Write a Perl module to crawl Auto [login to view URL] and extract listing information for all cars that are newly listed or have a price change since the last crawl. This module must work in our existing object oriented crawling framework that is robust and provides basic services you are expected to use. Example listing information that you are expected to collect includes: Original URL, Thumbnail Photograph, Classified Title, Make, Model, Year, Miles, Transmission, Engine, Trim, VIN, Color, Fuel Type, Price, Address, City, State, and Zip Code. Our framework has a web page fetching facility, a vehicle observed history facility, a Make/Model matching system, a queue of pages to be crawled, and it makes extensive use of existing HTML parsers. You will have access to the driver program and an actual module that crawls a classified site. Existing modules run from 300 to 450 lines. You are required to use HTML::TreeBuilder, our already existing page fetching framework, and object oriented Perl techniques. One of our servers will be made available for you continuously to simplify your development and testing, as well as reduce your burden of duplicating our running environment. The module will have two functions, a constructor, and a function that is passed a page. Further page urls to be crawled are added to a queue. The extracted and saved information will be formatted as trivial XML. The crawler program takes parameters for the site name, zip code, and distance from the zip code, which will be used by the module as CGI parameters to Auto Mart.com. Code must be well documented.
## Deliverables
1) Complete and fully-functional working program(s) in executable form as well as complete source code of all work done.
2) Deliverables must be in ready-to-run condition, as follows (depending on the nature of the deliverables):
a) For web sites or other server-side deliverables intended to only ever exist in one place in the Buyer's environment--Deliverables must be installed by the Seller in ready-to-run condition in the Buyer's environment.
3) All deliverables will be considered "work made for hire" under U.S. Copyright law. Buyer will receive exclusive and complete copyrights to all work purchased. (No GPL, GNU, 3rd party components, etc. unless all copyright ramifications are explained AND AGREED TO by the buyer on the site per the coder's Seller Legal Agreement).

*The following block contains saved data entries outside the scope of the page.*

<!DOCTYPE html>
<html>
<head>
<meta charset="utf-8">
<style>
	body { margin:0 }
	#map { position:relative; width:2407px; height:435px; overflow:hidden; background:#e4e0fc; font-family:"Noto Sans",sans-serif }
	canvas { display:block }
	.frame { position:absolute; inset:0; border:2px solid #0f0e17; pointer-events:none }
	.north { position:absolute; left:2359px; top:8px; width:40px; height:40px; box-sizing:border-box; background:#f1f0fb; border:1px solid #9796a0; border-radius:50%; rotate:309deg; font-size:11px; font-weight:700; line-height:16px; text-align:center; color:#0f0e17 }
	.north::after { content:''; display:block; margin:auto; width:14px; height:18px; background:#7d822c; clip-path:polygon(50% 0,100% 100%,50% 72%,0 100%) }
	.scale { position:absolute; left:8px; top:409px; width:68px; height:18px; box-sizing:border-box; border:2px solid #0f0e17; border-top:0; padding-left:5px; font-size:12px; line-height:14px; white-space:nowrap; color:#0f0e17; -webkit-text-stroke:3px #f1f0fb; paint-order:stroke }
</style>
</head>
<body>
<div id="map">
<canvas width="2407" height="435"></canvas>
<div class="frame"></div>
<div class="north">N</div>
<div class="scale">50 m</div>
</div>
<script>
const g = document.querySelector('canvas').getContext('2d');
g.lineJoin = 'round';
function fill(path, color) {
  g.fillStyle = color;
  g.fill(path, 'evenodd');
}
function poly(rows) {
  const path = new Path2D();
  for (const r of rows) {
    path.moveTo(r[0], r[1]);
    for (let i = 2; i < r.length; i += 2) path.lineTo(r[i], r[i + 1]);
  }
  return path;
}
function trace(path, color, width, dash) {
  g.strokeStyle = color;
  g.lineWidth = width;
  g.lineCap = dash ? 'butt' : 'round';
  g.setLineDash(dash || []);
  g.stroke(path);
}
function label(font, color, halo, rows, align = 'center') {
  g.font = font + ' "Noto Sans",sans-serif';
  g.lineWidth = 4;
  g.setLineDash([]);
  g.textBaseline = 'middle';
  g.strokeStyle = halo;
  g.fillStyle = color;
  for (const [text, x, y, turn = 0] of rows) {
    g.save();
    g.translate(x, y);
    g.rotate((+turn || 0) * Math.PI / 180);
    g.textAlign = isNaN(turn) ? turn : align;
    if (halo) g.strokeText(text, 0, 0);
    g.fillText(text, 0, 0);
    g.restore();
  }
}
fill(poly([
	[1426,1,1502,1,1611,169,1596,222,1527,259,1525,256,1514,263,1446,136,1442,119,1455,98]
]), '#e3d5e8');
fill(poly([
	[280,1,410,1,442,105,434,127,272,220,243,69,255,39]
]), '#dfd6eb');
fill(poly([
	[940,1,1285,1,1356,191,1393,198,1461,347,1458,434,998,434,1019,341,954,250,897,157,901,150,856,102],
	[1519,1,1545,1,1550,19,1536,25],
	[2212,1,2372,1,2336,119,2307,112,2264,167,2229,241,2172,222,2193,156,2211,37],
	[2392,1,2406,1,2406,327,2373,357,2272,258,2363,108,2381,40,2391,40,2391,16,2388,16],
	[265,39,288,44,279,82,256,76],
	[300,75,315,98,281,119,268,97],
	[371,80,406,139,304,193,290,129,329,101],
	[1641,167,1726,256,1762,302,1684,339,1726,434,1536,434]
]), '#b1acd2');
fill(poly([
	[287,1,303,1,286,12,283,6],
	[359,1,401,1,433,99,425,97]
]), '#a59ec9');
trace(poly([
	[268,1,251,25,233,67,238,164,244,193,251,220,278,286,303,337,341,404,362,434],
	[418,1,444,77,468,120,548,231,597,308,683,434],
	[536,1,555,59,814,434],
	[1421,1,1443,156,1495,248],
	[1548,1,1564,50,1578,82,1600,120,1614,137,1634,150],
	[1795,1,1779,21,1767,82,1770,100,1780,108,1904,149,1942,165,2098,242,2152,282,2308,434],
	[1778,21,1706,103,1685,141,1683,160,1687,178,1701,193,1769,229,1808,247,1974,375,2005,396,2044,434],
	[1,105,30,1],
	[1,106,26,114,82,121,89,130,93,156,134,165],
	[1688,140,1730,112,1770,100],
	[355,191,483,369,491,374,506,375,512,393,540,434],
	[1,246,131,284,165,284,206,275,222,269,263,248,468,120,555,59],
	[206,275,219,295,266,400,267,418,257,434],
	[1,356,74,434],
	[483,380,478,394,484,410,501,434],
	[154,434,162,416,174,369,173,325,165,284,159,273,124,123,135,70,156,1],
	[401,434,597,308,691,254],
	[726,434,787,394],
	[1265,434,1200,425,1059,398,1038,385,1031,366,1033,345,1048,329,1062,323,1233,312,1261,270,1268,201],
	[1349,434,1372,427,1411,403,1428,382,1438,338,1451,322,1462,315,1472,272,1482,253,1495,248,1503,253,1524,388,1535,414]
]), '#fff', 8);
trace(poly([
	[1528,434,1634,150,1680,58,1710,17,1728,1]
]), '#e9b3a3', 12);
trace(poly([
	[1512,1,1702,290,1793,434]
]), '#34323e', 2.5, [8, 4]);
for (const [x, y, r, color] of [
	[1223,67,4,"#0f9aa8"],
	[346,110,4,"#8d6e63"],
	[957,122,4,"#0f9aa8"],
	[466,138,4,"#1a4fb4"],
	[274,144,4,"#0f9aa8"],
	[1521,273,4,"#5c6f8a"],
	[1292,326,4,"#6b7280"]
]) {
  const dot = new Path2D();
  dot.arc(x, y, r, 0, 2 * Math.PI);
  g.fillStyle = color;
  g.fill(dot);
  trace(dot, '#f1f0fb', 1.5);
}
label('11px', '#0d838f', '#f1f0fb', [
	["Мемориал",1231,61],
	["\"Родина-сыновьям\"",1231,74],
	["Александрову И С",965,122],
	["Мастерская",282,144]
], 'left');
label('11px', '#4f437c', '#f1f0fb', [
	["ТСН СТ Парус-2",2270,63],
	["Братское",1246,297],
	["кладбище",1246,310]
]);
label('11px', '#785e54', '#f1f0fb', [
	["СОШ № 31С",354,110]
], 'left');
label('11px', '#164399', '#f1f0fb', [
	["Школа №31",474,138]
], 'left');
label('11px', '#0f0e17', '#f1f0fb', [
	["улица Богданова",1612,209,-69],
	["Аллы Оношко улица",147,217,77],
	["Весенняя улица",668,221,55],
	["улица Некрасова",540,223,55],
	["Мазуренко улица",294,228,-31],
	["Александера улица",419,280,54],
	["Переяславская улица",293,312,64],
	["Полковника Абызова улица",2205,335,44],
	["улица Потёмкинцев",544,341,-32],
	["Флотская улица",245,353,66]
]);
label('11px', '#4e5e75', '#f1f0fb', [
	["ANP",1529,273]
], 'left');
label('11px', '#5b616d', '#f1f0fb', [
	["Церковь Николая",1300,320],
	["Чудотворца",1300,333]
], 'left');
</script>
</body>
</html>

* * *This broadcast message was sent to all bidders on Friday Nov 23, 2007 6:45:58 PM:
Thanks for your interest. This a four day holiday for us, so I'm being a bit slow responding to people due to all the social engagements. Some information that some of you have requested: Trim is parsed out of the title by a function we provide. For instance "2000 BMW 328Ci" will be parseable using our functions to Year => 2000, Make => BMW, Model => 3-Series, Trim => 328Ci. We only have trim coverage for a few makes, currently. That will automatically be expanded when we upgrade the parsing function. We understand that the listing format can change at any time. It's best if the parsing is as flexible as possible, but we understand that these will break on occasion and need fixing. That will not be held against you as long as your parsing style is not excessively fragile. The first thumbnail is sufficient to extract from each listing. We have example code for using ImageMagick to create the thumbnail. It's preferable to shrink a large picture than to slightly resize a thumbnail, due to quality degradation from too much resizing. I'll give a you look at the code later on, Fred
* * *This broadcast message was sent to all bidders on Monday Nov 26, 2007 4:33:39 PM:
Just to let you know, I adjusted the project type to $100 and above, to allow people more flexibility in bidding. Sorry for the first timer mistake.
## Platform
Linux/Perl/SQLite. The operating environment will be supplied for you online.